Netflix, of course, had its own issues retaining subscribers and sustaining growth rates as the pandemic restrictions faded. Nevertheless, it managed to rally in August, September and October 2021, sending it to new highs, while Spotify had a shorter rally and reversed dramatically after a short-lived rally attempt in November last year.

Since then, Spotify has moved significantly lower, as its one-year returns indicate.
Are investors hearing the end of Spotify's downtrend?

Underperforming broader market

Even as the broader market rebounded in October and November this year, Spotify investors continued to hear the sound of a downtrend.

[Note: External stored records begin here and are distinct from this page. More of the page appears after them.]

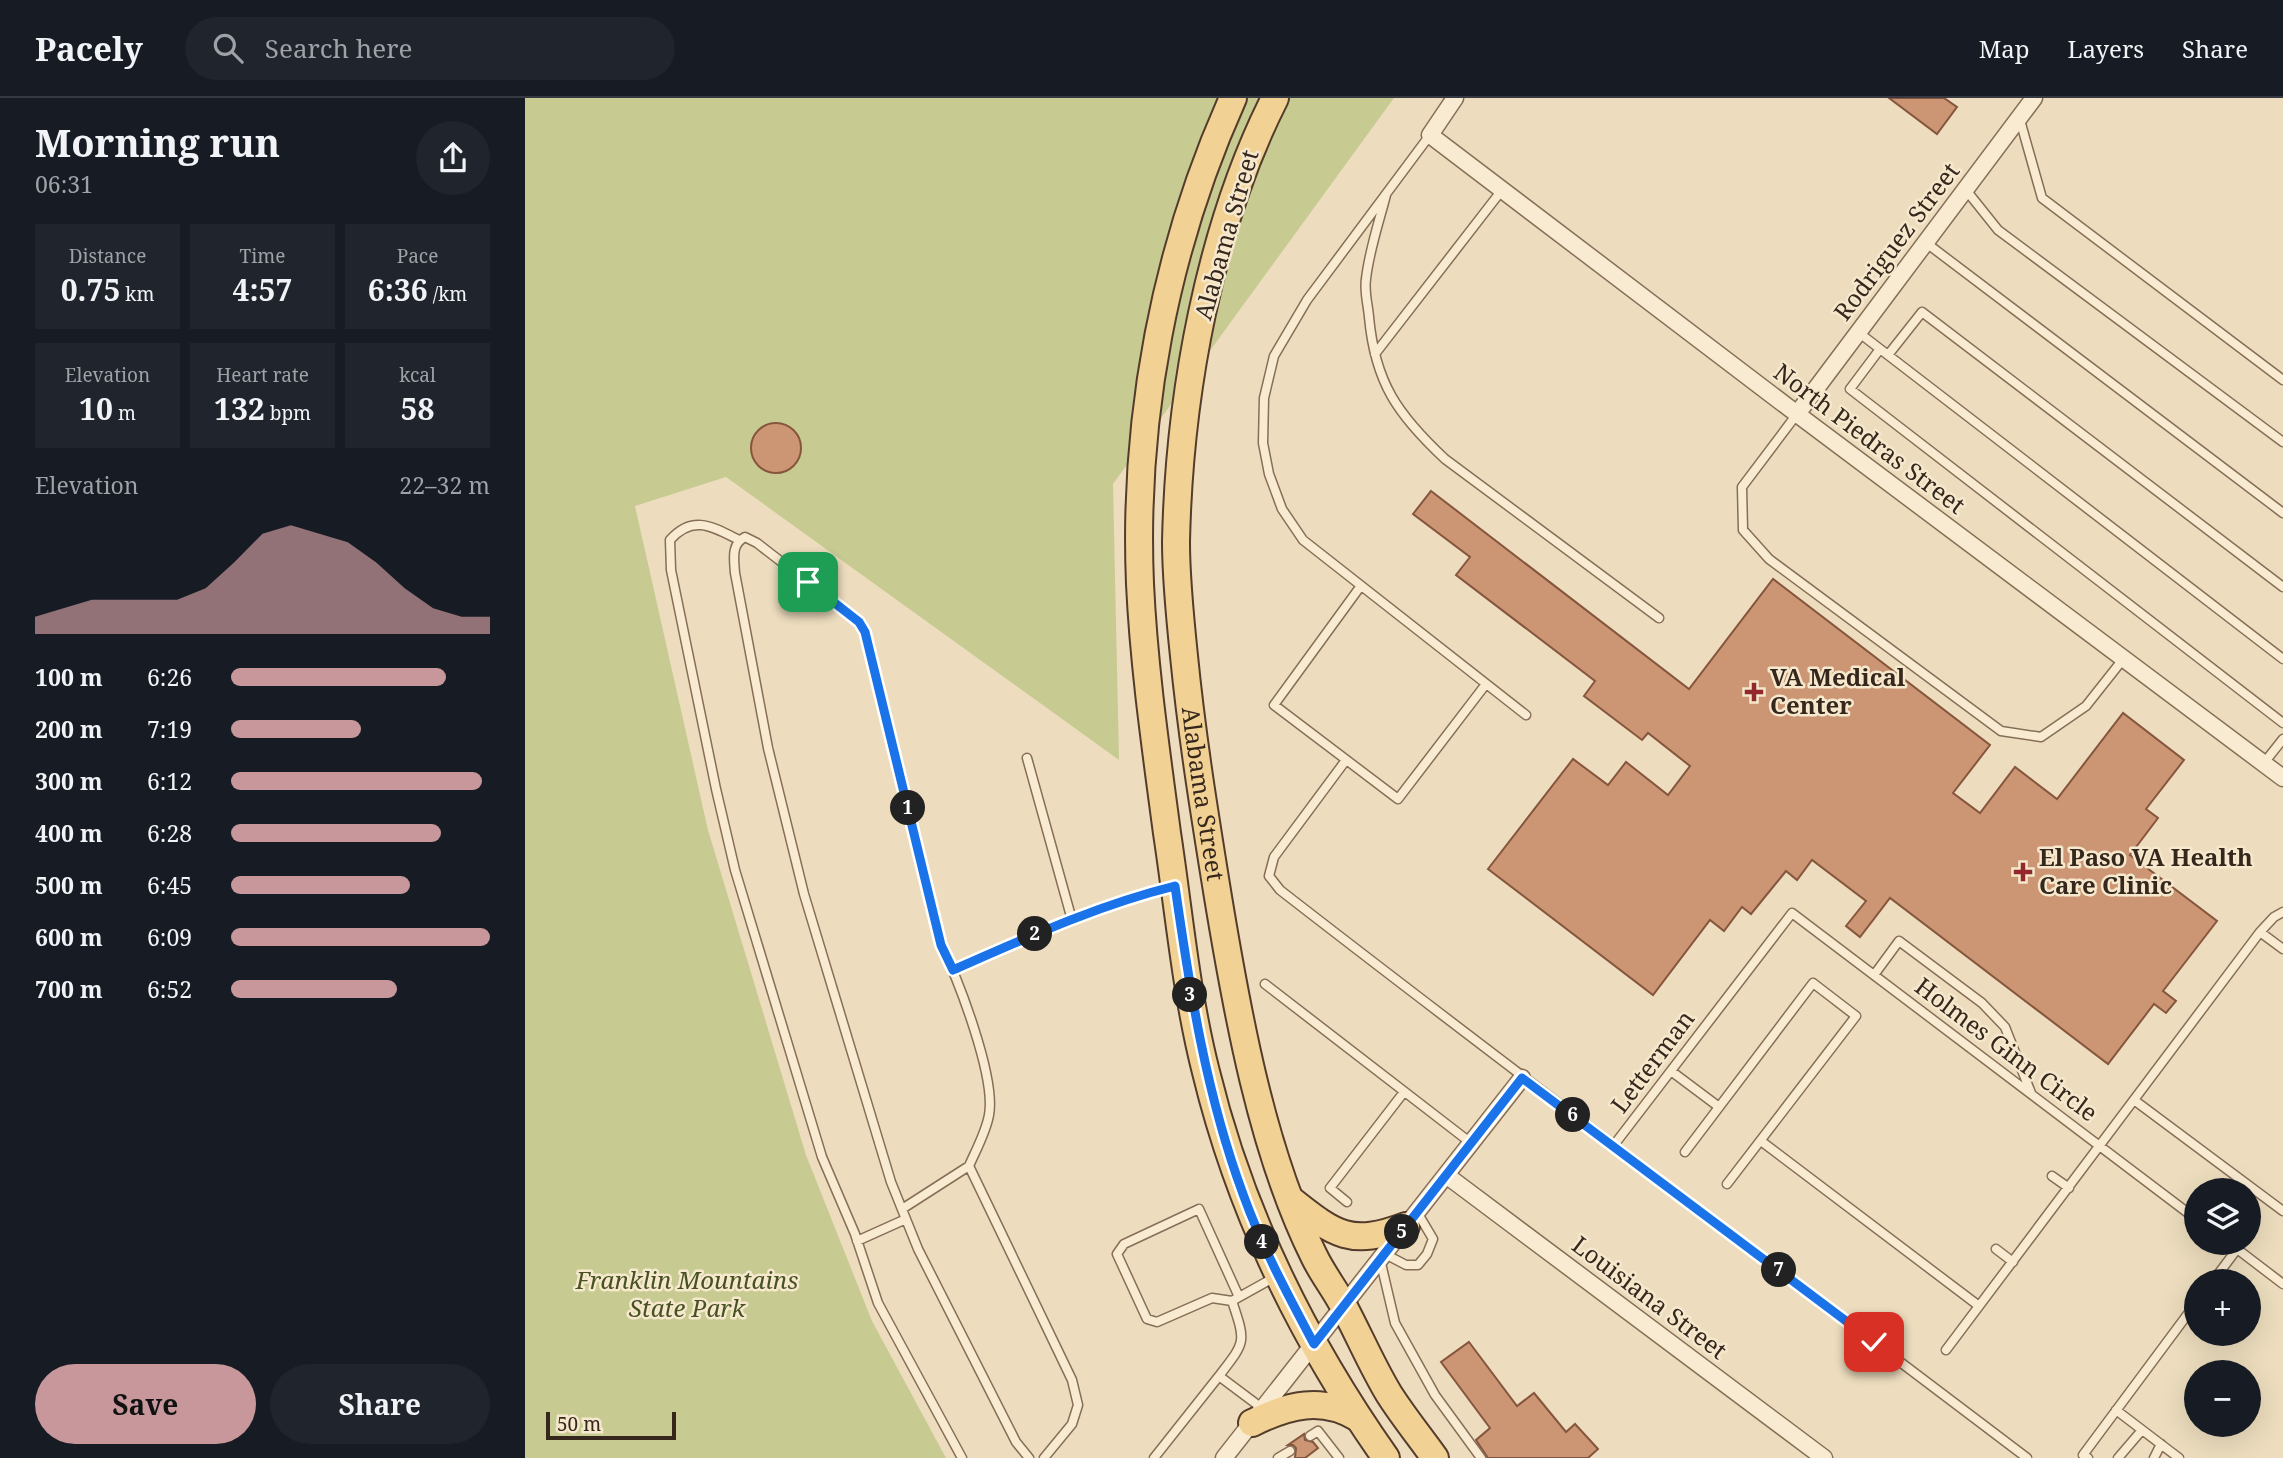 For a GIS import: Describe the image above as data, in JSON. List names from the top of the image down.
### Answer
{
  "streets": {
    "main road": ["Alabama Street"],
    "street": ["Rodriguez Street", "North Piedras Street", "Louisiana Street"],
    "lane": ["Holmes Ginn Circle", "Letterman"]
  },
  "crossings": [
    ["Rodriguez Street", "North Piedras Street"],
    ["Holmes Ginn Circle", "Letterman"]
  ],
  "parks": ["Franklin Mountains State Park"],
  "places": {
    "health": ["VA Medical Center", "El Paso VA Health Care Clinic"]
  },
  "scale_bar": "50 m",
  "page": {
    "header": "Pacely",
    "search": "Search here",
    "nav": ["Map", "Layers", "Share"],
    "heading": ["Morning run", "06:31"],
    "stats": [
      ["Distance", "0.75 km"],
      ["Time", "4:57"],
      ["Pace", "6:36 /km"],
      ["Elevation", "10 m"],
      ["Heart rate", "132 bpm"],
      ["kcal", "58"]
    ],
    "chart": ["Elevation", "22–32 m"],
    "list": [
      {
        "name": "100 m",
        "note": "6:26"
      },
      {
        "name": "200 m",
        "note": "7:19"
      },
      {
        "name": "300 m",
        "note": "6:12"
      },
      {
        "name": "400 m",
        "note": "6:28"
      },
      {
        "name": "500 m",
        "note": "6:45"
      },
      {
        "name": "600 m",
        "note": "6:09"
      },
      {
        "name": "700 m",
        "note": "6:52"
      }
    ],
    "pins": [
      "1",
      "2",
      "3",
      "6",
      "5",
      "4",
      "7"
    ],
    "map_buttons": ["+", "−"],
    "buttons": ["Save", "Share"],
    "scale": "50 m"
  }
} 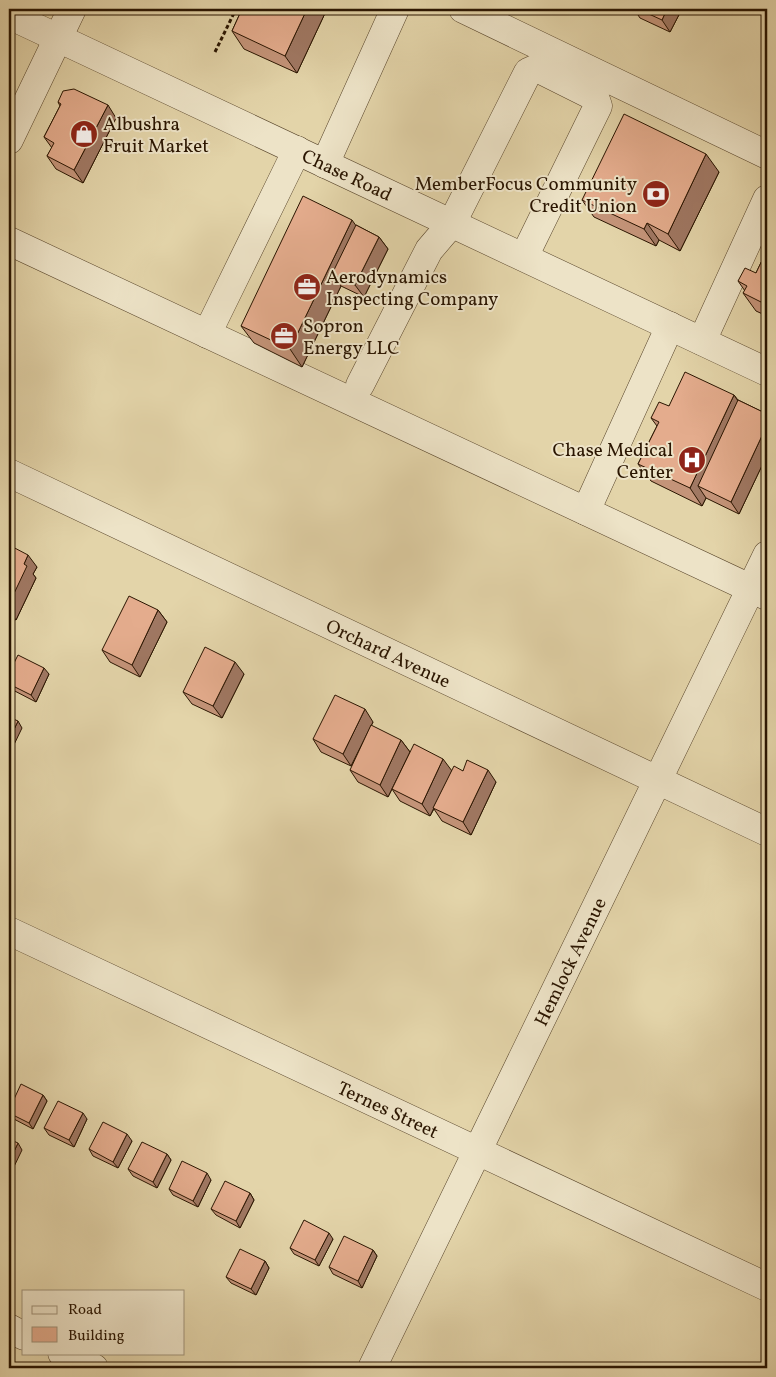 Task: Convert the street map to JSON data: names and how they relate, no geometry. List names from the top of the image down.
{
  "streets": {
    "street": [
      "Chase Road",
      "Orchard Avenue",
      "Hemlock Avenue",
      "Ternes Street"
    ]
  },
  "crossings": [
    ["Orchard Avenue", "Hemlock Avenue"],
    ["Hemlock Avenue", "Ternes Street"]
  ],
  "places": {
    "shop": ["Albushra Fruit Market"],
    "bank": ["MemberFocus Community Credit Union"],
    "office": ["Aerodynamics Inspecting Company", "Sopron Energy LLC"],
    "hospital": ["Chase Medical Center"]
  },
  "legend": ["Road", "Building"]
}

If the chart wasn’t enough to convince you that Spotify is underperforming relative to the broader market, then it’s worth checking out analysts’ opinions.

Since the company reported its third quarter on Oct. 25, 11 analysts have lowered their price targets on Spotify. Nevertheless, Show MarketBeat data that analysts have a “moderate buy” rating for the stock with a consensus price target of $151.72, a potential upside of 101.19%.

In the quarter, Spotify had a total of 456 million monthly active users, a 20% gain from the same quarter last year. It reported 195 million paid subscribers, up 13% from the same quarter in 2021.

The company lost $0.84 per share on revenue of $2.975 billion. Earnings were lower than analysts expected, but sales were higher than expected.

Advertising revenue has increased

Advertising revenue, an area in which the company is seeking growth, was up 19% from the same quarter last year and represented 13% of total revenue.

Spotify said most of the advertising growth came from the podcasting side of the business. year on year and made up 13% of total sales. Spotify rolled out podcasts in 2015. More recently, it added audiobooks and quickly expanded that offering.

It is quite clear that different types of digital streaming platforms represent the future of audio content consumption. Spotify isn’t the only show in town, though. While there is room for upside, analysts’ lowered price targets for the next 12 to 18 months show a degree of tempered enthusiasm that the company has what it takes to generate additional returns.

When you see that, ask yourself if you’re willing to bear the opportunity cost of owning a particular stock, or if you’ll get a higher return elsewhere. That question is certainly relevant when it comes to Spotify.


Shreya has been with australiabusinessblog.com for 3 years, writing copy for client websites, blog posts, EDMs and other mediums to engage readers and encourage action. By collaborating with clients, our SEO manager and the wider australiabusinessblog.com, Shreya seeks to understand an audience before creating memorable, persuasive copy.